Jak dowiedziała się agencja Reutera, rozbita maszyna miała 22 lata.
Peruwiańska policja potwierdziła, że w katastrofie ucierpieli obcokrajowcy. Wśród ofiar śmiertelnych jest Amerykanin i Włoch, natomiast Kolumbijczyk, Australijczyk i Hiszpanka zostali ranni.
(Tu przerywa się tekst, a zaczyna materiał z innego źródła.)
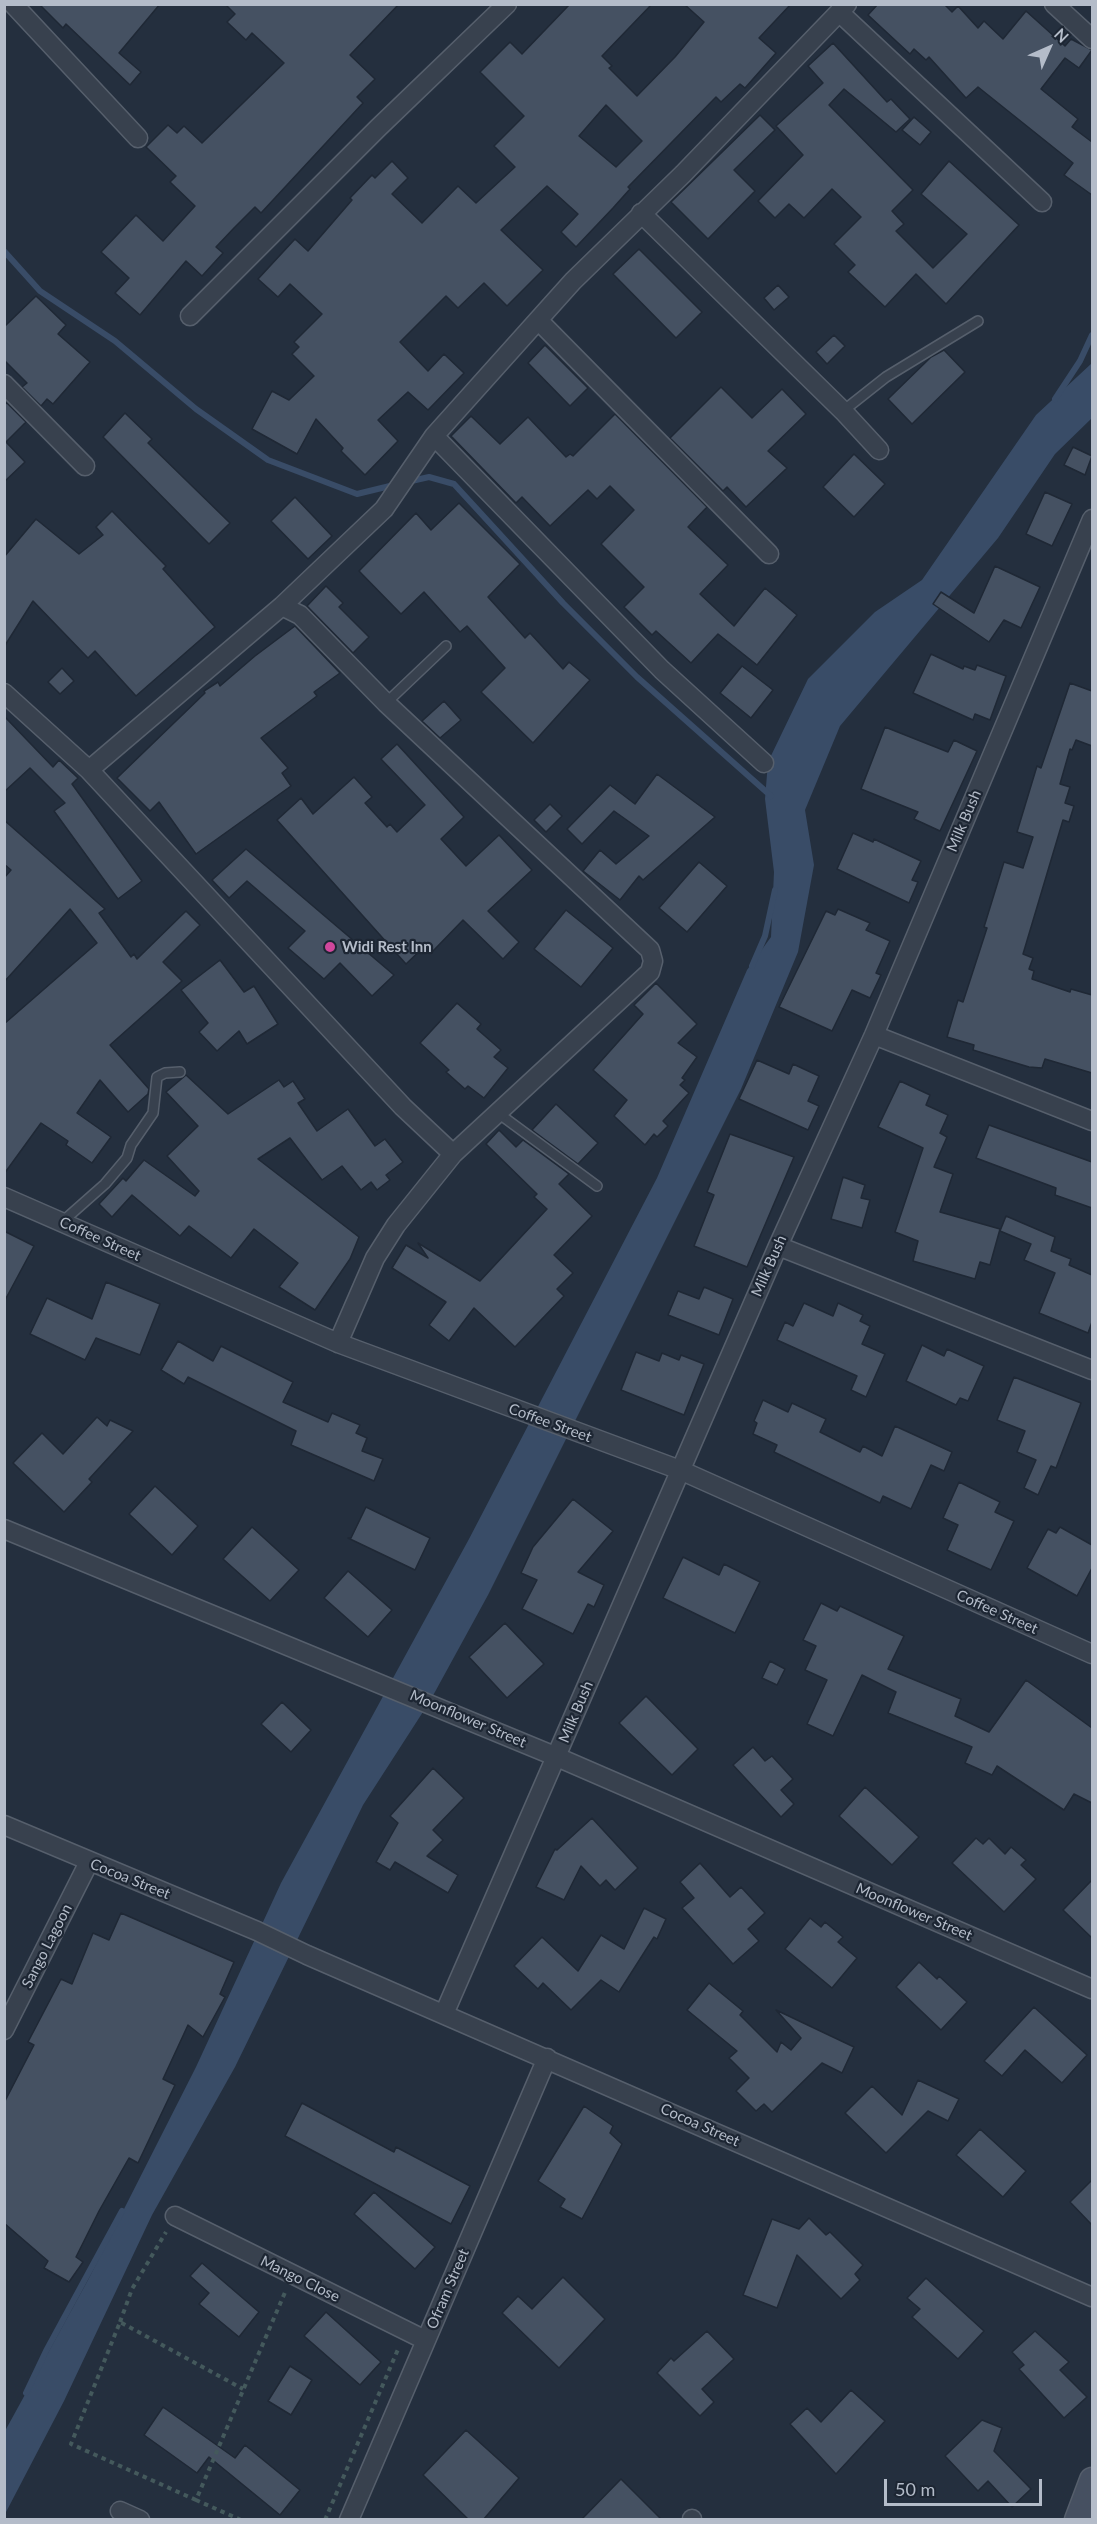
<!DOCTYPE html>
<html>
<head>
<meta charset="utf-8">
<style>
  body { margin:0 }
  #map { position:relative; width:1097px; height:2524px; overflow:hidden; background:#242f3e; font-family:Lato,sans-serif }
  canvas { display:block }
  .frame { position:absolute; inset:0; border:6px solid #b4bcc9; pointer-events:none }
  .north { position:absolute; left:1019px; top:18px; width:60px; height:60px; -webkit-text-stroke:4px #1d2633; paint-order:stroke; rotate:45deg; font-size:16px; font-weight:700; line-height:24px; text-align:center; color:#b4bcc9 }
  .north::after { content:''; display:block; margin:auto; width:21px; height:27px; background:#b4bcc9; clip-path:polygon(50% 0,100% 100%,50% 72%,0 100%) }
  .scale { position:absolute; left:884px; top:2479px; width:158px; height:27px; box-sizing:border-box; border:3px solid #b4bcc9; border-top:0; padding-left:8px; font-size:18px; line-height:21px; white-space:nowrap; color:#b4bcc9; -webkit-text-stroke:4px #1d2633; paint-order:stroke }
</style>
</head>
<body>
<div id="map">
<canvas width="1097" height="2524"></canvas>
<div class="frame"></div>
<div class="north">N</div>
<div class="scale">50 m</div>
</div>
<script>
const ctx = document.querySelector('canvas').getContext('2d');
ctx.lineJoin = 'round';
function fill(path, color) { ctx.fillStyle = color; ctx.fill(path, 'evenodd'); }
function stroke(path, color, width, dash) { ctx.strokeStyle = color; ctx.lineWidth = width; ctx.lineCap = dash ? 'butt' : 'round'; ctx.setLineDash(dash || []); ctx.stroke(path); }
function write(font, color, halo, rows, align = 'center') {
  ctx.font = font + ' Lato,sans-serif'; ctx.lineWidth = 4.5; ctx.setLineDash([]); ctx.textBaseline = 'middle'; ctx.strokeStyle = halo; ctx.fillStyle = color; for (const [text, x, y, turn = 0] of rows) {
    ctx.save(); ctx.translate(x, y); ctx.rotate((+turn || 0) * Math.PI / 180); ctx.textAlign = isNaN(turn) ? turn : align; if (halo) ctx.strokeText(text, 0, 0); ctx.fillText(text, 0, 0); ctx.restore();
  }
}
fill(new Path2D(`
  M1092,363V418L1055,454L998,538L840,726L805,810L814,865L798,952L741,1089L488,1595L430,1701L363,1805L235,2067L152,2215L64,2401L5,2514V2431L88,2280L196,2067L281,1883L469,1539L657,1178L747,970L771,937L774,872L765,799L768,762L808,679L875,612L922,580L1036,415Z`), '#394c67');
stroke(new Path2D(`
  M4,251L40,291L115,341L196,409L268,460L357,494L394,485
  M1055,399L1080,361L1092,335
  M407,482L429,477L454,484L563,603L637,677L771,796
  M752,966L765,936L775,890
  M26,2393L46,2351L122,2211`), '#394c67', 6);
const building = new Path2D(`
  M39,4H160L119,53L141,72L130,85L66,24L63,28Z
  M225,4H399L350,55L375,79L357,97L363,103L261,213L255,207L234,228L216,247L223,253L202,276L186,261L140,315L115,293L129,278L101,252L136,215L163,241L195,206L170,182L176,176L146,147L168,125L177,133L184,126L202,143L284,63L252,33L246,40L227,22L235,14Z
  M570,4H652L602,56L612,66L609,68L637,96L675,57L704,22L684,4H791L759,38L776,53L745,88L740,84L721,102L716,97L628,187L630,189L613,208L576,247L561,232L578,214L547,186L501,230L543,270L507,306L484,283L458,308L446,296L400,342L428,371L444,354L464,373L428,410L408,392L378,420L398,441L365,475L341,451L343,448L316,419L297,454L252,429L272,391L289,400L314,376L292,354L299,347L294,342L322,314L290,284L278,297L258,279L295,239L308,251L352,200L350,198L372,175L375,178L392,161L408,178L392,194L422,223L458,186L476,203L515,167L494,146L524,116L480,72L510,42L522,54ZM606,105L642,141L616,167L579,136Z
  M878,4H944L952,12L958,6L978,28L984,21L1003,39L1026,11L1065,46L1071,39L1092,50L1079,68L1065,58L1041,89L1078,119L1072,127L1092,142V195L1064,175L1073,163L978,87L966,98L929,57L926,60L914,49L910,54L868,15Z
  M833,43L887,102L891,99L910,119L896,132L844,89L829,105L913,190L892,211L904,224L896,231L933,268L967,234L921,194L949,161L1019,225L946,304L916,274L885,307L848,272L855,265L834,244L861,217L832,189L804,218L789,204L775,218L758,201L803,155L776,126L823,83L808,66Z
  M760,115L775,130L734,170L755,191L708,239L671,202Z
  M914,117L931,132L920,145L902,130Z
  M639,249L702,312L676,338L613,274Z
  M778,285L789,297L774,310L764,298Z
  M36,296L66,325L58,334L90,362L53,404L47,399L41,406L22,387L27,383L4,360V327Z
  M834,335L845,346L827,364L816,352Z
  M545,345L588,388L570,406L528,363Z
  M944,350L965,372L912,424L888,399L931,357Z
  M721,387L752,418L782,389L806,414L768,451L787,468L746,507L727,487L723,491L670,438Z
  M7,403L26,422L6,442L25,462L4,482V405Z
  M125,413L152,439L148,443L230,523L209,544L103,437Z
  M615,414L707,507L688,527L728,565L700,594L734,626L765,588L797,615L757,665L718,634L691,663L656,631L652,635L624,607L644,587L601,544L634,510L610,486L597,499L588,490L550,526L522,497L516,503L451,436L471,416L500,444L528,417L566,457L570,454L573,456Z
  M1073,447L1092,456L1085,475L1064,465Z
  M854,454L885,484L854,517L823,487Z
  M1045,492L1072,504L1052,546L1026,534Z
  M295,497L332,536L308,559L271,521Z
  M459,503L520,564L488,597L525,638L530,633L563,669L569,662L590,680L533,743L481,692L505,668L467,626L460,632L424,592L401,614L359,571L416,513L431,530Z
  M112,511L166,566L163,569L215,627L136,696L95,651L88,658L33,601L4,647V557L36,519L79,554L103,535L96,527Z
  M995,566L1040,587L1021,628L1004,620L989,642L933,604L941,592L974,613Z
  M326,586L343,603L339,607L369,637L353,653L307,606Z
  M295,626L340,673L314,692L317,696L261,738L288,768L282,773L291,786L196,854L159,802L150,811L117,778L205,693L204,691L218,682L220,686L255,656Z
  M931,654L963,669L964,666L975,670L977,665L1006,676L990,720L975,714L973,720L913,693Z
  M742,666L773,690L751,718L720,693Z
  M62,668L74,681L60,694L48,682Z
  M1070,683L1092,691V746L1076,740L1072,750L1070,749L1060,784L1070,787L1065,803L1074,806L1069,822L1063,820L1023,954L1033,958L1029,969L1034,971L1032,979L1070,992L1071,989L1092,995V1073L1045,1059L1042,1068L1029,1067L973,1050L974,1045L947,1037L958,1000L963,1002L987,928L984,927L1004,862L1023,868L1033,837L1017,832L1037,766L1041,768Z
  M444,701L461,720L440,738L422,721Z
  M4,716L53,767L59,760L78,778L72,784L142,881L118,899L54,811L65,803L30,768L4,792Z
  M885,727L948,752L954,740L977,751L940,831L914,819L918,812L861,789Z
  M397,744L464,817L441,839L466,866L499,835L532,870L488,911L519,942L503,959L463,920L433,951L427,944L406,964L277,820L301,798L313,814L354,777L372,797L365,803L387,827L390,824L397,832L425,805L381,759Z
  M657,774L715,817L643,880L639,876L620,900L583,871L600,850L616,864L649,836L614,811L582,844L567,829L610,785L635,804Z
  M550,804L562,816L546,832L534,820Z
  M4,820L105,909L99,913L131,957L134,954L137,959L186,911L200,925L163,962L182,981L110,1045L149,1089L148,1094L128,1112L100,1080L77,1113L111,1137L92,1163L66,1145L68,1141L41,1123L4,1174V1024L97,943L70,909L4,982V878L11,870L4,864Z
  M853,833L873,842L874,839L921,861L912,880L918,882L909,903L837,869Z
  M246,849L394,975L372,996L340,963L324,979L288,948L305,931L247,881L229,898L212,880Z
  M699,862L727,886L687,932L659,908Z
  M838,909L870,923L866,930L890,941L876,973L881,975L870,998L852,990L832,1031L779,1007L826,911L835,915Z
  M566,910L613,948L581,987L534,949Z
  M220,960L244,992L254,986L278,1024L247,1044L239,1031L217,1051L199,1032L208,1023L181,990Z
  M656,983L697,1024L678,1043L697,1057L682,1078L685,1080L680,1085L689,1093L663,1121L668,1126L657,1137L654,1134L645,1145L614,1116L627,1100L593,1070L643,1014L634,1005Z
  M457,1003L481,1024L477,1029L501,1050L494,1057L508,1068L484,1098L468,1086L465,1089L446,1072L449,1070L420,1043Z
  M757,1060L789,1074L793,1064L819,1076L808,1101L819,1106L808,1130L739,1099Z
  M186,1075L228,1114L279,1080L284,1087L293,1081L305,1099L298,1103L317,1131L348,1109L375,1146L385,1139L403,1162L386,1175L390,1180L377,1190L371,1182L361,1190L342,1166L322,1180L290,1138L258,1159L359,1237L350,1259L315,1310L279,1287L298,1263L254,1229L231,1258L189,1226L180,1236L132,1195L112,1217L99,1204L123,1178L126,1181L144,1160L195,1196L199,1191L167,1156L198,1126L166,1092Z
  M900,1081L930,1095L926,1105L948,1115L940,1133L947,1137L934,1167L953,1174L940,1212L1000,1229L990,1265L980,1262L975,1279L913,1261L918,1241L895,1232L923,1148L878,1127Z
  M556,1104L598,1143L578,1164L532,1130Z
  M989,1125L1092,1162V1208L1055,1195L1056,1188L976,1158Z
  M499,1130L516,1147L523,1140L569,1174L559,1184L592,1216L554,1255L573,1273L557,1289L564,1296L515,1347L474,1308L449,1341L429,1325L446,1302L392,1268L406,1245L428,1258L418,1243L480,1281L547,1209L534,1197L537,1194L486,1144Z
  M730,1134L794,1157L747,1267L694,1246L714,1195L707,1192Z
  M843,1177L865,1185L861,1198L870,1200L862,1228L831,1219Z
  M1006,1216L1055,1237L1051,1251L1071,1259L1069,1265L1092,1275V1322L1088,1333L1039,1313L1055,1273L1024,1260L1031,1244L1000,1231Z
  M4,1231L34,1246L4,1302Z
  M106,1282L160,1304L140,1355L96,1338L85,1360L30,1334L47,1298L92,1319Z
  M704,1287L733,1299L719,1335L668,1315L678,1291L699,1299Z
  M804,1303L833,1316L838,1303L863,1315L860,1321L870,1326L862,1344L885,1354L866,1397L851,1390L857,1376L777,1340L785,1322L793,1326Z
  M178,1341L213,1361L221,1346L293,1382L283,1402L328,1422L332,1413L360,1425L356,1433L367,1438L362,1451L383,1459L374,1481L291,1445L296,1431L188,1377L184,1384L161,1370Z
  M922,1345L944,1356L947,1349L984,1366L968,1401L960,1398L956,1405L906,1381Z
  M636,1352L659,1361L662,1353L679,1360L681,1355L704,1364L684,1415L621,1390Z
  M1014,1377L1081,1403L1056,1468L1051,1466L1038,1495L1024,1488L1036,1460L1017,1452L1025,1431L997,1420Z
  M763,1400L788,1412L792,1403L826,1419L820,1432L860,1452L863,1446L882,1456L895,1426L952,1452L944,1471L931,1465L911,1509L883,1496L880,1503L774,1452L777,1445L753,1434L757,1423L754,1421Z
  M97,1417L107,1426L110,1420L133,1431L89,1479L92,1482L64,1512L13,1463L42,1433L63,1454Z
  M959,1482L1000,1502L995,1512L1014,1521L991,1570L947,1550L958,1525L943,1518Z
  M155,1486L198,1526L172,1555L129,1514Z
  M573,1499L613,1531L578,1572L604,1585L594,1607L588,1604L573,1634L522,1609L537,1580L521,1573L533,1547Z
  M366,1507L430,1538L415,1570L348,1538H351Z
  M252,1527L299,1570L270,1601L223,1559Z
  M1060,1527L1092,1545V1568L1077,1596L1027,1568L1048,1529L1056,1533Z
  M683,1557L719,1575L724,1564L760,1582L735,1633L663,1598Z
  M348,1571L392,1610L368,1637L324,1598Z
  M821,1603L837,1611L840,1606L904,1636L888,1669L961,1699L955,1716L989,1732L1026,1680L1092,1728V1803L1074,1794L1064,1810L997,1766L992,1775L965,1763L972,1747L888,1713L896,1692L862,1675L833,1736L807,1724L827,1680L805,1670L816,1646L803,1640Z
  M505,1623L544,1664L507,1698L469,1657Z
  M770,1661L785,1669L777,1685L762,1678Z
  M646,1696L698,1749L672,1775L619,1723Z
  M282,1702L311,1730L291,1752L261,1724Z
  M753,1747L765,1761L772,1756L793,1779L781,1790L794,1804L781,1817L733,1765Z
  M433,1768L464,1798L433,1830L443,1840L427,1856L458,1875L448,1893L395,1862L390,1870L376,1862L398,1823L390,1816Z
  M865,1787L919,1837L892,1865L839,1816Z
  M592,1818L638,1868L615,1890L606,1880L600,1886L581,1866L564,1900L536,1887L555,1849L557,1850Z
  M976,1838L983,1844L989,1838L1005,1854L1011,1847L1026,1860L1021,1865L1036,1879L1004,1912L952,1863Z
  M700,1863L730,1897L741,1887L765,1913L748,1929L759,1941L733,1964L682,1908L694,1898L680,1882Z
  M1092,1880V1938L1063,1910Z
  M644,1908L666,1919L657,1939L654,1937L619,1992L601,1980L571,2010L543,1983L538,1989L514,1966L542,1937L578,1971L601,1935L624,1949Z
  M121,1913L234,1962L220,1994L225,1997L203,2037L188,2025L163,2079L175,2085L138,2163L129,2158L99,2211L76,2257L83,2262L69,2282L44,2268L48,2261L4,2223V2103L34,2045L28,2042L61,1979L72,1984L93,1933L109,1940Z
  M810,1918L821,1927L825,1922L843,1937L838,1942L857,1958L832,1988L785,1949Z
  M919,1962L937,1979L939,1976L967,2002L941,2030L896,1987Z
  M709,1983L743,2011L740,2015L777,2052L781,2042L791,2050L801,2038L776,2010L854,2047L842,2073L822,2063L772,2112L764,2104L756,2111L736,2091L749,2078L729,2058L737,2051L687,2010Z
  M1034,2007L1087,2055L1062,2083L1025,2050L1002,2076L984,2061Z
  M918,2080L959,2099L948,2121L928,2111L886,2153L845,2113L872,2086L902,2115Z
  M302,2103L394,2152L396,2147L470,2186L451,2224L285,2136Z
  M584,2106L613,2126L610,2133L622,2144L582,2219L560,2207L565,2199L538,2181Z
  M980,2129L1026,2171L1003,2197L956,2155Z
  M1092,2180V2225L1070,2202Z
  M374,2192L435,2247L415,2269L354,2214Z
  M809,2218L826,2235L830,2232L863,2265L855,2274L860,2280L841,2299L797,2255L777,2308L743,2295L772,2219L799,2229Z
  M202,2263L259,2312L239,2337L199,2304L209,2293L190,2276Z
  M563,2277L605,2319L559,2368L502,2313L518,2296L532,2309Z
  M926,2278L984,2331L958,2359L912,2317L920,2309L907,2298Z
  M326,2312L381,2362L360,2385L304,2336Z
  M707,2331L734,2359L702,2389L714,2402L700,2416L657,2373L671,2358L674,2361Z
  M1035,2331L1069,2362L1060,2370L1087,2397L1064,2418L1019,2369L1024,2365L1012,2352Z
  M290,2366L312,2380L291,2415L268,2401Z
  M851,2390L885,2421L836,2474L790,2424L807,2408L821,2422Z
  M163,2407L235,2458L245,2445L300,2490L280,2515L209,2457L197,2473L144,2435Z
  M982,2420L1002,2428L994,2451L1031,2489L1012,2507L988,2481L978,2491L945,2456Z
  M466,2430L519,2478L483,2520H469L423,2475Z
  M621,2479L662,2520H581Z`);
fill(building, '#455162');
stroke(building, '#1f2835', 1.5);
const lane = new Path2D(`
  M843,411L886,377L978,321
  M386,703L446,646
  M498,1113L597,1186
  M62,1222L105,1184L127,1158L131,1145L153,1113L157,1077L165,1073L180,1072`);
const street = new Path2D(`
  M13,4L138,138
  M1054,4L1092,39
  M839,12L1042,202
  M641,213L843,411L879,450
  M190,316L378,128L507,4
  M539,321L769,554
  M4,384L85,466
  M434,436L662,670L764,763
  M282,606L300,615L386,703L650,950L653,961L650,972L453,1154L403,1107L89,770L282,606L384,509L434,436L573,281L683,174L847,4
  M4,693L89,770
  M874,1035L1092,1121
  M4,1197L338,1343L680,1470L1092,1654
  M778,1246L1092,1370
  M338,1343L375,1258L396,1225L453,1154
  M4,1529L557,1757L1092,1989
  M4,1825L257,1931L307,1955L1092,2297
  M444,2014L778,1246L874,1035L1092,519
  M4,2030L89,1862
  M175,2216L425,2340
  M120,2511L140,2520
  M349,2520L547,2058
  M692,2520V2519`);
const secondary = new Path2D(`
  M1077,2520L1092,2480`);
stroke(lane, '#565f6c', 12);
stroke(street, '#565f6c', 21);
stroke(secondary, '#565f6c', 27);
stroke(new Path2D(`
  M120,2322L132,2289L166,2232
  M196,2500L71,2444L120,2322L243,2389
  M241,2520L196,2500L286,2290
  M325,2520L399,2347`), '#44595c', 4, [4.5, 4.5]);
stroke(lane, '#38414e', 9);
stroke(street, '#38414e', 18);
stroke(secondary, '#465061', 24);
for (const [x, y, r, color] of [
  [330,947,6,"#d1479c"]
]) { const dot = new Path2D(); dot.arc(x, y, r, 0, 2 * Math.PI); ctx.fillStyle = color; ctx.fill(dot); stroke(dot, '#1d2633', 2); }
write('15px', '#b4bcc9', '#1d2633', [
  ["Milk Bush",964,821,-67],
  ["Coffee Street",100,1239,24],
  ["Milk Bush",769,1266,-66],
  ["Coffee Street",550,1423,20],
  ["Coffee Street",997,1612,24],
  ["Milk Bush",576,1712,-67],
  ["Moonflower Street",468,1719,23],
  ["Cocoa Street",130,1879,22],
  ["Moonflower Street",914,1912,23],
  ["Sango Lagoon",47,1946,-63],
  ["Cocoa Street",700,2125,24],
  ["Mango Close",300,2279,26],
  ["Ofram Street",448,2289,-67]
]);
write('bold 15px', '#b4bcc9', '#1d2633', [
  ["Widi Rest Inn",342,947]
], 'left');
</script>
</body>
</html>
Według TANS, ogółem samolotem leciało 16 cudzoziemców.
Kilka godzin wcześniej przedstawiciel policji z Pucallpa, cytowany przez agencję Reutera, powiedział, że ratownicy wydobyli z wraku 40 ciał, ale istnieje obawa, że liczba ofiar śmiertelnych będzie większa, bo żywych osób odnaleziono tylko 20. Większość rannych ucierpiała z powodu oparzeń i złamań. Świadkowie, którzy znaleźli się na miejscu wypadku, mówili, że wśród pasażerów było dużo dzieci.
Jak wynika z dotychczasowych ustaleń, samolot leciał z Limy do położonego na północy kraju miasta Iquitos, z międzylądowaniem w położonym w dżungli Pucallpa.
Jeden z pasażerów relacjonował, że samolotem zaczęło trząść na ok. 10 minut przez zaplanowanym lądowaniem w Pucallpa. Świadkowie mówią, że szczątki ludzkie rozrzucone są w promieniu 150 metrów, a maszyna została "kompletnie zniszczona". Zwraca się też uwagę na panujące w momencie wypadku bardzo złe warunki meteorologiczne - burzę z piorunami i porywisty wiatr.
Jak pisze AFP, jest to już szósty wypadek samolotu linii TANS od 1992. Zginęło w nich łącznie 65 osób, w tym 46 w 2003 roku, gdy przy podchodzeniu do lądowania w północnym Peru rozbił się Fokker F-28.